In your copy, include every entry exactly as written but no pictures.

** Opening RECORDS SHOWN block **

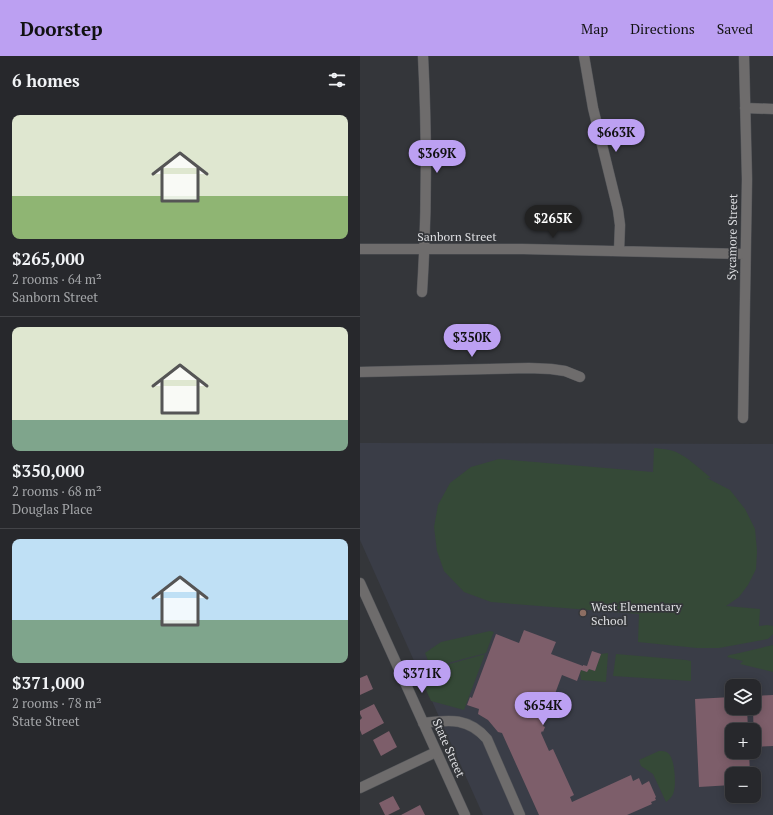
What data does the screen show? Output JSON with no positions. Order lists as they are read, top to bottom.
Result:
{
  "streets": {
    "street": ["Sanborn Street", "Sycamore Street", "State Street"]
  },
  "crossings": [
    ["Sanborn Street", "Sycamore Street"]
  ],
  "places": ["West Elementary School"],
  "page": {
    "header": "Doorstep",
    "nav": ["Map", "Directions", "Saved"],
    "heading": "6 homes",
    "list": [
      {
        "name": "$265,000",
        "note": "2 rooms · 64 m² · Sanborn Street"
      },
      {
        "name": "$350,000",
        "note": "2 rooms · 68 m² · Douglas Place"
      },
      {
        "name": "$371,000",
        "note": "2 rooms · 78 m² · State Street"
      }
    ],
    "price": [
      "$663K",
      "$369K",
      "$265K",
      "$350K",
      "$371K",
      "$654K"
    ],
    "map_buttons": ["+", "−"]
  }
}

** Closing RECORDS SHOWN block **

_TASK SOLUTION_
What data does the screen show? Output JSON with no positions. Order lists as they are read, top to bottom.
Result:
{
  "streets": {
    "street": ["Sanborn Street", "Sycamore Street", "State Street"]
  },
  "crossings": [
    ["Sanborn Street", "Sycamore Street"]
  ],
  "places": ["West Elementary School"],
  "page": {
    "header": "Doorstep",
    "nav": ["Map", "Directions", "Saved"],
    "heading": "6 homes",
    "list": [
      {
        "name": "$265,000",
        "note": "2 rooms · 64 m² · Sanborn Street"
      },
      {
        "name": "$350,000",
        "note": "2 rooms · 68 m² · Douglas Place"
      },
      {
        "name": "$371,000",
        "note": "2 rooms · 78 m² · State Street"
      }
    ],
    "price": [
      "$663K",
      "$369K",
      "$265K",
      "$350K",
      "$371K",
      "$654K"
    ],
    "map_buttons": ["+", "−"]
  }
}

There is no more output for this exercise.